Interrogée mercredi sur le fait de savoir s'il y aurait des fraudes massives le 8 novembre, la directrice de campagne de Donald Trump, Kellyanne Conway, a semblé prendre le contre-pied de son candidat.

«Non, je ne le pense pas», a répondu Mme Conway. «En l'absence de preuves écrasantes, cela ne serait pas à moi de le dire».

Ivanka Trump, fille du magnat de l'immobilier, a elle assuré que son père se rangerait au verdict des urnes. «Il acceptera le résultat, quel qu'il soit», a-t-elle dit.

Le président Barack Obama a enfin balayé mardi ces allégations «infondées», selon lui inédites «dans l'histoire politique moderne».

Parmi les autres vulnérabilités identifiées par les spécialistes figurent les piratages de bases de données d'électeurs. De récentes intrusions, attribuées à des hackers russes, ont été constatées dans les États de l'Illinois et de l'Arizona.

Mais ces alertes ont poussé les autorités fédérales à réagir et à offrir leur assistance aux régions les moins protégées sur le plan informatique.

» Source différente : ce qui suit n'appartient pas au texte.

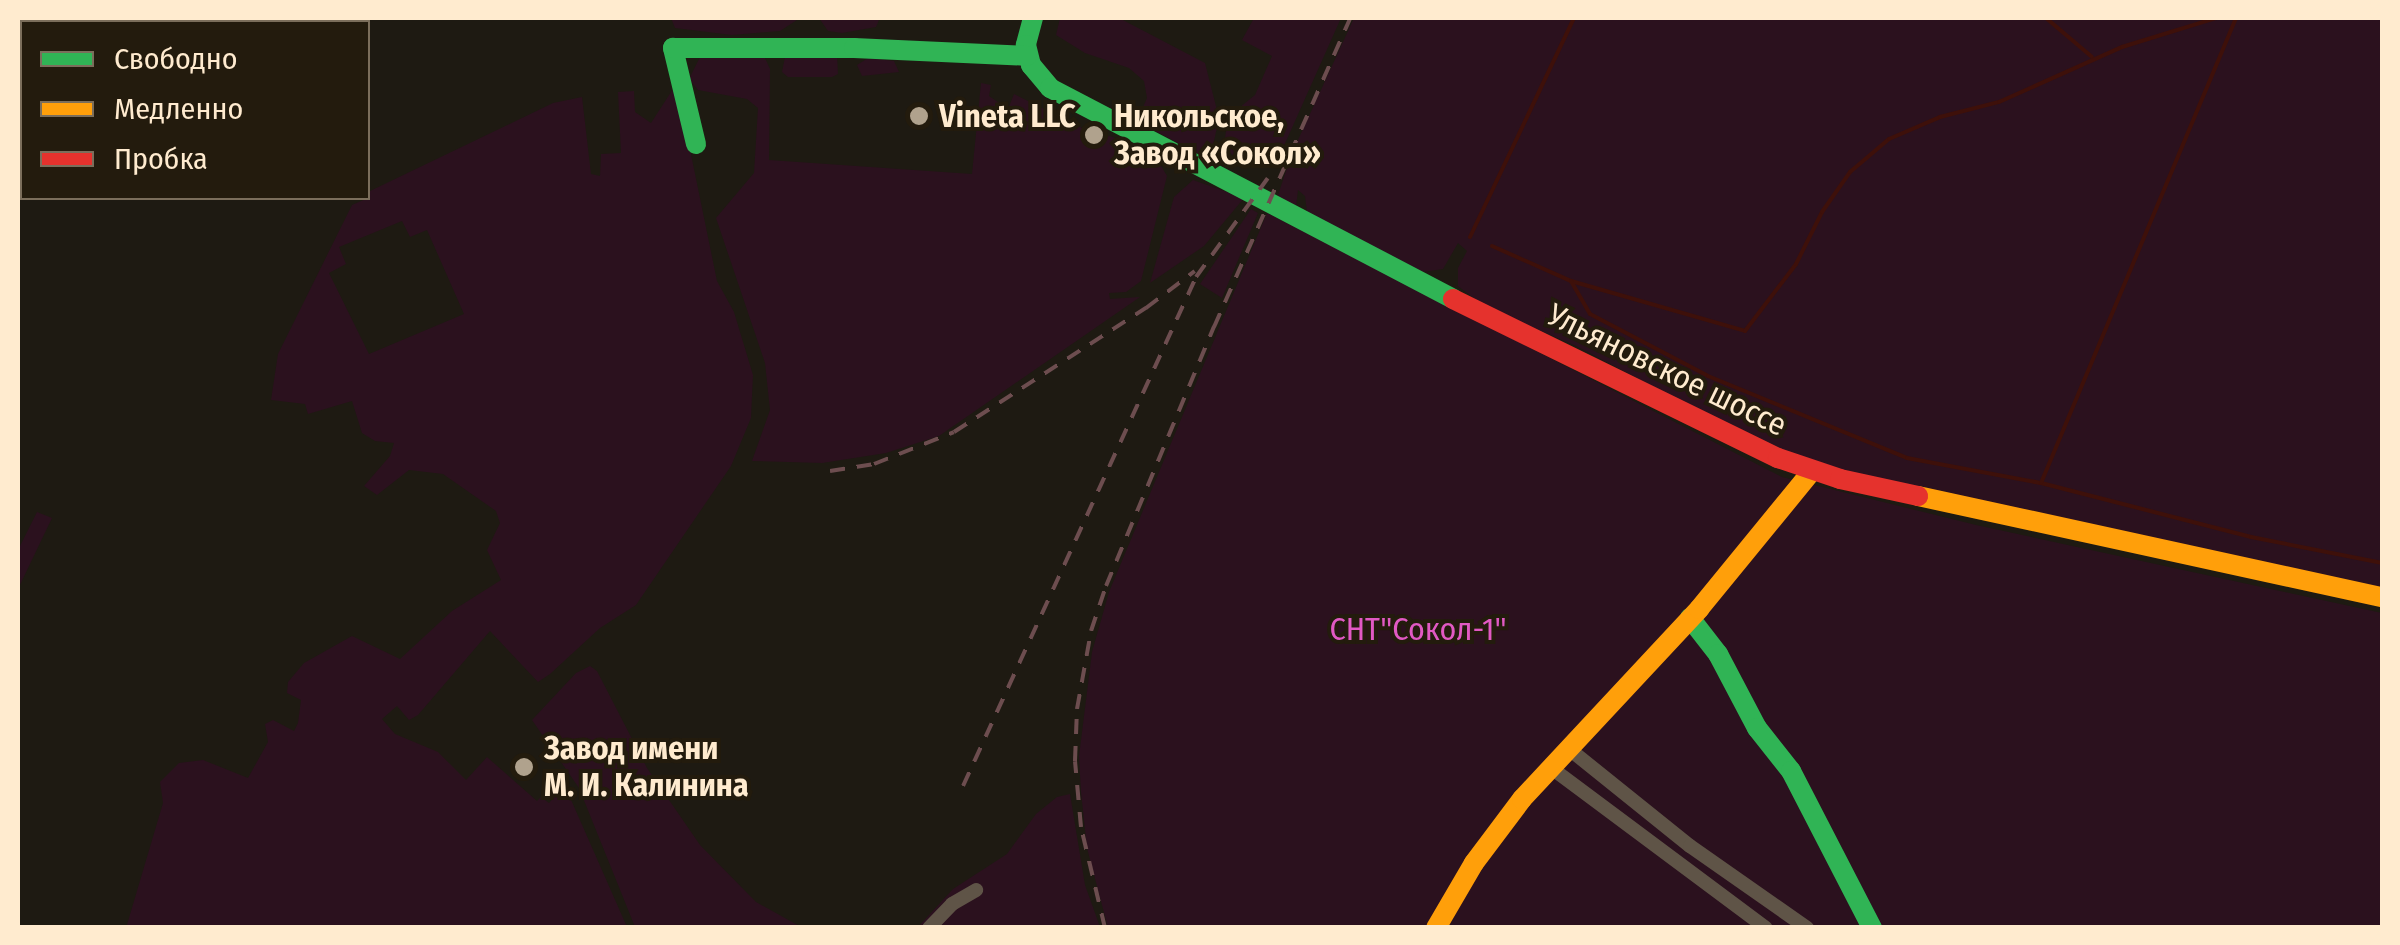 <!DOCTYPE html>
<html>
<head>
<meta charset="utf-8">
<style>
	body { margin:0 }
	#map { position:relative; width:2400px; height:945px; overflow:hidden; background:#1e1a12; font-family:"Fira Sans Condensed",sans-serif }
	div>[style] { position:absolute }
	.green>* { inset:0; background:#2b111e }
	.stream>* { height:4px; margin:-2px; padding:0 2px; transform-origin:2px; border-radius:2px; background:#3e100a }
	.street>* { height:14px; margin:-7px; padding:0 7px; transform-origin:7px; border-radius:7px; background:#5f5447 }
	.fast>* { height:20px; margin:-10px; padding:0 10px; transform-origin:10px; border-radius:10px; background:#30b455 }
	.slow>* { height:20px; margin:-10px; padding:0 10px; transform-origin:10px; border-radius:10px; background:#ff9f0a }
	.jam>* { height:20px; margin:-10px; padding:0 10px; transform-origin:10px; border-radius:10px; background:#e5322d }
	.rail>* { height:4px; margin-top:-2px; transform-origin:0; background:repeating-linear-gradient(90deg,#6d4d4f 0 15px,transparent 0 27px) }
	.dots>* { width:28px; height:28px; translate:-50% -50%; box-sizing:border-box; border:5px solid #231b0d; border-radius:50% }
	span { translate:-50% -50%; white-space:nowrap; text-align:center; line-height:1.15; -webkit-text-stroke:8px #231b0d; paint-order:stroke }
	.poi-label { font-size:32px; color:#ffebcf; font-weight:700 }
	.left { translate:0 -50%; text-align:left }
	.street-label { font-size:32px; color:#ffebcf }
	.park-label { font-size:32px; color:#e159c3 }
	.frame { position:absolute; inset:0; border:20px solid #ffebcf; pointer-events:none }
	.legend { position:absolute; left:20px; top:20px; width:350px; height:180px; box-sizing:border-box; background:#231b0d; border:2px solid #7b6e5b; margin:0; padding:12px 18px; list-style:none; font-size:30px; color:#ffebcf }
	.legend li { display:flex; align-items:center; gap:20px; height:50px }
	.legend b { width:50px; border:2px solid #7b6e5b }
</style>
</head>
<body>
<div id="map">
	<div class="green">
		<div style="clip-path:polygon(18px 18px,213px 18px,210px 22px,22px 22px,22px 43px,18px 41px)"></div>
		<div style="clip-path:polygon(671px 18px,800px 18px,780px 31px,732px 35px,675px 28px)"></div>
		<div style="clip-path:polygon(819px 18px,878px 18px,879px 20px,876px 27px,842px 33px,828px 31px)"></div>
		<div style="clip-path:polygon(1060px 18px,1119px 18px,1205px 63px,1219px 118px,1211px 155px,1204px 157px,1137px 121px,1147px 98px,1144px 81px,1129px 68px,1085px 53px,1056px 35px)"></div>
		<div style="clip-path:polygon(1254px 18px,1341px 18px,1283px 148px,1261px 165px,1234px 157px,1224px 145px,1228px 117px,1255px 95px,1272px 56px,1242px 40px)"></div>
		<div style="clip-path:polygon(1354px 18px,2382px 18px,2382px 589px,1835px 471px,1744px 434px,1576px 346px,1484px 306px,1458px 286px,1458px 268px,1467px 251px,1458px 243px,1443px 269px,1423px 272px,1307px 212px,1305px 196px,1298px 190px,1296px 207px,1277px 198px,1292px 153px)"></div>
		<div style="clip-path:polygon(702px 53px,765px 58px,770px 69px,769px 160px,972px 174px,981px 83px,991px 85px,989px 96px,1008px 109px,1014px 94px,1088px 131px,1086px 137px,1098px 143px,1102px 137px,1110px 136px,1154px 154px,1167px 176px,1141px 281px,1126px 292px,1109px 293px,1110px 299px,1140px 297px,939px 436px,886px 453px,822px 463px,752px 461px,770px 410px,765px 363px,716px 218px,754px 173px,758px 108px,747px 99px,698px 90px,689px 79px)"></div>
		<div style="clip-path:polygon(837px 55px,838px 74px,832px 77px,788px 77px,782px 72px,785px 57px)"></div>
		<div style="clip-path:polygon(868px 58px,894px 61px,899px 72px,862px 76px,857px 65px)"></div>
		<div style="clip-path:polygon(evenodd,673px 89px,678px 91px,717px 281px,734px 312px,753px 375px,751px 418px,731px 466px,636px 605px,600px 628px,550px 674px,538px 682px,490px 631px,418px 715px,409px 720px,397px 706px,382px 719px,395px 734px,438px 752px,466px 780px,487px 757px,537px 801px,541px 797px,549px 803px,562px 788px,556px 782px,561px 777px,627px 927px,126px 928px,163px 803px,160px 782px,179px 763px,203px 760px,248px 778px,268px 742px,265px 724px,273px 720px,294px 731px,298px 723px,301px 700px,287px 693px,288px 682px,304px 663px,352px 636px,400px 659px,452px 611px,501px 580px,487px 550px,500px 523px,496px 511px,443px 474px,409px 470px,377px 495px,364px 486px,390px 456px,394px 443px,375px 441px,362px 433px,352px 401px,308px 414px,305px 404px,271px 400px,278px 354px,352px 205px,368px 198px,368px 192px,553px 103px,582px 97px,591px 174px,600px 176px,601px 154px,621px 153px,618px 92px,634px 91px,635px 112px,651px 123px,673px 89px,402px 221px,410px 237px,427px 230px,464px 314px,369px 354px,329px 273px,346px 264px,339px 247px,402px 221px)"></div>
		<div style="clip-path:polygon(1193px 180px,1244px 198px,1204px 246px,1150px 283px,1174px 197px)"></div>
		<div style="clip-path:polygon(1251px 209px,1258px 213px,1222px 298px,1200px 284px)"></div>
		<div style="clip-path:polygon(1267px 213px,1782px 477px,1976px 525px,2382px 613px,2382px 927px,1108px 928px,1087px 848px,1081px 792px,1079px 756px,1092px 652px,1109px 592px)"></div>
		<div style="clip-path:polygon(37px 512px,52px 518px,18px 589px,18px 550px)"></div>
		<div style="clip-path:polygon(590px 666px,597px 671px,647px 768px,700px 845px,756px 902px,801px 927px,635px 927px,579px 788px,532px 720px,576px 673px)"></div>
		<div style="clip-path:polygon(1070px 794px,1085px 885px,1100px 927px,917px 928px,953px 889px,1007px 854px,1036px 814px,1057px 797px)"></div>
	</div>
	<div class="stream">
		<div style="left:2046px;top:18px;width:60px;rotate:40.3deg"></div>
		<div style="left:1470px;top:237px;width:242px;rotate:-64.6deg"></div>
		<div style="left:1492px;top:246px;width:86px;rotate:23.9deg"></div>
		<div style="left:1571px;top:281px;width:181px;rotate:16deg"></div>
		<div style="left:1745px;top:331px;width:84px;rotate:-52.7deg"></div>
		<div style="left:1796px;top:264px;width:58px;rotate:-63.4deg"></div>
		<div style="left:1822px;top:212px;width:49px;rotate:-55deg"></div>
		<div style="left:1850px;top:172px;width:51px;rotate:-40.2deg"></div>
		<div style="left:1889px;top:139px;width:56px;rotate:-23.3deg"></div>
		<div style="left:1940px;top:117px;width:61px;rotate:-14.3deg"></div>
		<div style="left:1999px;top:102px;width:135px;rotate:-24.1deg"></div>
		<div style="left:2122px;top:47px;width:98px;rotate:-17.1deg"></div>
		<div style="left:1571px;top:281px;width:38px;rotate:60deg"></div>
		<div style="left:1590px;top:314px;width:133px;rotate:27.7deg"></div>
		<div style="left:1708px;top:376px;width:215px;rotate:22.4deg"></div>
		<div style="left:1907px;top:458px;width:136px;rotate:10.6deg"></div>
		<div style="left:2041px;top:483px;width:217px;rotate:14.4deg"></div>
		<div style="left:2251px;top:537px;width:134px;rotate:11.2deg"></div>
		<div style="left:2041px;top:483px;width:504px;rotate:-67.25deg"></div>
	</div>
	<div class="street">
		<div style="left:1568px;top:748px;width:156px;rotate:38.8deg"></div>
		<div style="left:1690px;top:846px;width:143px;rotate:35deg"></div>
		<div style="left:1550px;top:767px;width:269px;rotate:36.7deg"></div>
		<div style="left:929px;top:928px;width:33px;rotate:-46deg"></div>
		<div style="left:952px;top:904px;width:28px;rotate:-30deg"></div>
	</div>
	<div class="fast">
		<div style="left:1033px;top:18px;width:28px;rotate:105deg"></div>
		<div style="left:1026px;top:45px;width:21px;rotate:76deg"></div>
		<div style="left:1031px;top:65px;width:30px;rotate:50deg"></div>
		<div style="left:1050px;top:88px;width:455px;rotate:27.6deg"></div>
		<div style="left:696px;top:144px;width:99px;rotate:-103.5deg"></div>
		<div style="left:673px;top:48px;width:181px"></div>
		<div style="left:854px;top:48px;width:173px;rotate:2.6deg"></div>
		<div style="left:1690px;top:618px;width:46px;rotate:52.1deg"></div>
		<div style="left:1718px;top:654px;width:84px;rotate:62.2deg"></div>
		<div style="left:1757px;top:728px;width:55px;rotate:51.7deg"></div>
		<div style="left:1791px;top:771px;width:177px;rotate:62.7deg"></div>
	</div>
	<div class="slow">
		<div style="left:1918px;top:496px;width:475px;rotate:12.3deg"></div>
		<div style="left:1436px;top:928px;width:75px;rotate:-59.7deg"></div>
		<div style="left:1474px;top:863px;width:80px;rotate:-53.1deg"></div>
		<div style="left:1522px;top:799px;width:260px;rotate:-47deg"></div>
		<div style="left:1699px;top:609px;width:178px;rotate:-50.7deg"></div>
	</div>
	<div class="jam">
		<div style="left:1453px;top:299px;width:362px;rotate:26.1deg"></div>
		<div style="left:1778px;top:458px;width:65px;rotate:18.7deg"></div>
		<div style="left:1840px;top:479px;width:80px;rotate:12.3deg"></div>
	</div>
	<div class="rail">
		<div style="left:830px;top:471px;width:45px;rotate:-9deg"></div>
		<div style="left:874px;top:464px;width:86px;rotate:-21.8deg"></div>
		<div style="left:954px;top:432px;width:229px;rotate:-32.9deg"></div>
		<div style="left:1146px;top:308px;width:61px;rotate:-37.1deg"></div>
		<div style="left:963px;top:786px;width:560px;rotate:-65.4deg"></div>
		<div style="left:1196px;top:277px;width:122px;rotate:-54deg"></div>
		<div style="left:1105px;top:928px;width:104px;rotate:-103.4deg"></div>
		<div style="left:1081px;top:827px;width:66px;rotate:-95.2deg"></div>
		<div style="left:1075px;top:761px;width:52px;rotate:-87.8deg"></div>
		<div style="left:1077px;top:709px;width:79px;rotate:-79.8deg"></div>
		<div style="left:1091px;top:631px;width:47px;rotate:-71.6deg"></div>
		<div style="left:1106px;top:586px;width:281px;rotate:-67.4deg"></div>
		<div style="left:1214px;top:327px;width:338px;rotate:-66.2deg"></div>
	</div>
	<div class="dots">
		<div style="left:919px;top:116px;background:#b0a28d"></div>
		<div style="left:1094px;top:135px;background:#b0a28d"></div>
		<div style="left:524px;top:767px;background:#b0a28d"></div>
	</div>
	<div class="poi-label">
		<span class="left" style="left:939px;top:116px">Vineta LLC</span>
		<span class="left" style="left:1114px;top:135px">Никольское,<br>Завод «Сокол»</span>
		<span class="left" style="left:544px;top:767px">Завод имени<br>М. И. Калинина</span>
	</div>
	<div class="street-label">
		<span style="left:1667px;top:370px;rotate:26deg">Ульяновское шоссе</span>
	</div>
	<div class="park-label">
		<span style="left:1418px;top:629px">СНТ"Сокол-1"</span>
	</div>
	<div class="frame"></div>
	<ul class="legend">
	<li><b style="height:12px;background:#30b455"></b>Свободно</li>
	<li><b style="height:12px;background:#ff9f0a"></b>Медленно</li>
	<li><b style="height:12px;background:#e5322d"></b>Пробка</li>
	</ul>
</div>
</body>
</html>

Le jour du vote, d'autres menaces potentielles existent même si, comme le relève Pamela Smith, présidente de l'organisation Verified Voting, cette élection 2016 offrira davantage de possibilités de contrôler les suffrages a posteriori qu'en 2012 ou 2014. 

Maillons faibles mais petites fraudes

Les urnes électroniques, reliées à un réseau éventuellement piratable, pourraient possiblement constituer un maillon faible.

«C'est un éventuel motif d'inquiétude dans les petites villes qui ne disposent pas des sophistications techniques de l'État fédéral», estime Zach Clopton. «Mais cela supposerait de pirater de multiples endroits», tempère-t-il.

En définitive, les experts se demandent si Donald Trump, en dénonçant préventivement des fraudes, ne cherche pas à créer un électrochoc qui lui serait favorable ou encore à s'exonérer d'une défaite redoutée.

«Il est extrêmement inhabituel de dénoncer des trucages avant même l'ouverture des bureaux de vote», constate Pamela Smith.

«C'est profondément inquiétant, dans le sens où cela pourrait remettre en doute notre système démocratique et le transfert pacifique de pouvoir auquel nous procédons tous les quatre ans.»